§ Exercise
The lines to be copied are those below that contain "Build".
***
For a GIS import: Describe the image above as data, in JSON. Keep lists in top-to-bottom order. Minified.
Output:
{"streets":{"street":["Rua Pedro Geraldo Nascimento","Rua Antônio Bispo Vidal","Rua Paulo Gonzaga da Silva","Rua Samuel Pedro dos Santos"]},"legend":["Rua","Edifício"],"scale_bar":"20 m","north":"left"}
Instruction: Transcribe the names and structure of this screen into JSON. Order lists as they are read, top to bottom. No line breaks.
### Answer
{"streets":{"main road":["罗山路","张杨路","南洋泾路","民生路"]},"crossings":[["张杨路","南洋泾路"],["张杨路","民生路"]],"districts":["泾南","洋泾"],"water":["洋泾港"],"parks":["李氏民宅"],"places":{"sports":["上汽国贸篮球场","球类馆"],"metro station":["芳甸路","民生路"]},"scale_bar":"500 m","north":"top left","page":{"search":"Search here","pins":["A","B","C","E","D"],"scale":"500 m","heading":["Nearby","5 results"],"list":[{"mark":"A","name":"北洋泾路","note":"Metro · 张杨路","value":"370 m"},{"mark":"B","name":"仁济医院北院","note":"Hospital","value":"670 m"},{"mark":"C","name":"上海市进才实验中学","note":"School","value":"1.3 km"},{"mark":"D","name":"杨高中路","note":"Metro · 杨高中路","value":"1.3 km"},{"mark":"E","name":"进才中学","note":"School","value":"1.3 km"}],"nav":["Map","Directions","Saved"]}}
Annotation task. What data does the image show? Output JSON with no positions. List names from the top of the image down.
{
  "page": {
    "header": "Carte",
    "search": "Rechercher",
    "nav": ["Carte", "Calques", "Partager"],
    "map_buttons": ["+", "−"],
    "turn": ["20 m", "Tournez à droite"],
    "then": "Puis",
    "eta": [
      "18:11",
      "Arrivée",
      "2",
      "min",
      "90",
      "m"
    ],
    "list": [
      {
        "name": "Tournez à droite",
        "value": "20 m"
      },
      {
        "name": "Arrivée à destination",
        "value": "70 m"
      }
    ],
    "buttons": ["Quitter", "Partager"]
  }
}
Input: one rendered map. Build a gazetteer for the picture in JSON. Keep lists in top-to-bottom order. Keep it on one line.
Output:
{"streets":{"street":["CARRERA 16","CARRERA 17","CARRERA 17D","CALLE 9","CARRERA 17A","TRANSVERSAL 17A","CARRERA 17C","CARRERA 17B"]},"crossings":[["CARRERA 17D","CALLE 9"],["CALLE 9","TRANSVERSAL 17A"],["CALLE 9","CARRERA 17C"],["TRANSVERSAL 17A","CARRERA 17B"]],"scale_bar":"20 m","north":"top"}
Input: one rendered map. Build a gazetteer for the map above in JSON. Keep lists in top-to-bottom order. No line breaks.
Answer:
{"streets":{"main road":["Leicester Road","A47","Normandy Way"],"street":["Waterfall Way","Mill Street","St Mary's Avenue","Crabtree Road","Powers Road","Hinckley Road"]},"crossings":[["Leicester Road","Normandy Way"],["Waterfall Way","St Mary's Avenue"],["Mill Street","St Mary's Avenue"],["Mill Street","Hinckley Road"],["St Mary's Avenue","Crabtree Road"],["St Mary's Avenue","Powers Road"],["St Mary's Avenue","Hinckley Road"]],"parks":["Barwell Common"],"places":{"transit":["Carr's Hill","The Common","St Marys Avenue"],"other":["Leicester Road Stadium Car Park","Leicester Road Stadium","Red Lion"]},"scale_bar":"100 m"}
***
§ Your response
Input: one rendered map. Build a gazetteer for the picture in JSON. Keep lists in top-to-bottom order. Keep it on one line.
Input: one rendered map. Build a gazetteer for the map above in JSON. Keep lists in top-to-bottom order. No line breaks.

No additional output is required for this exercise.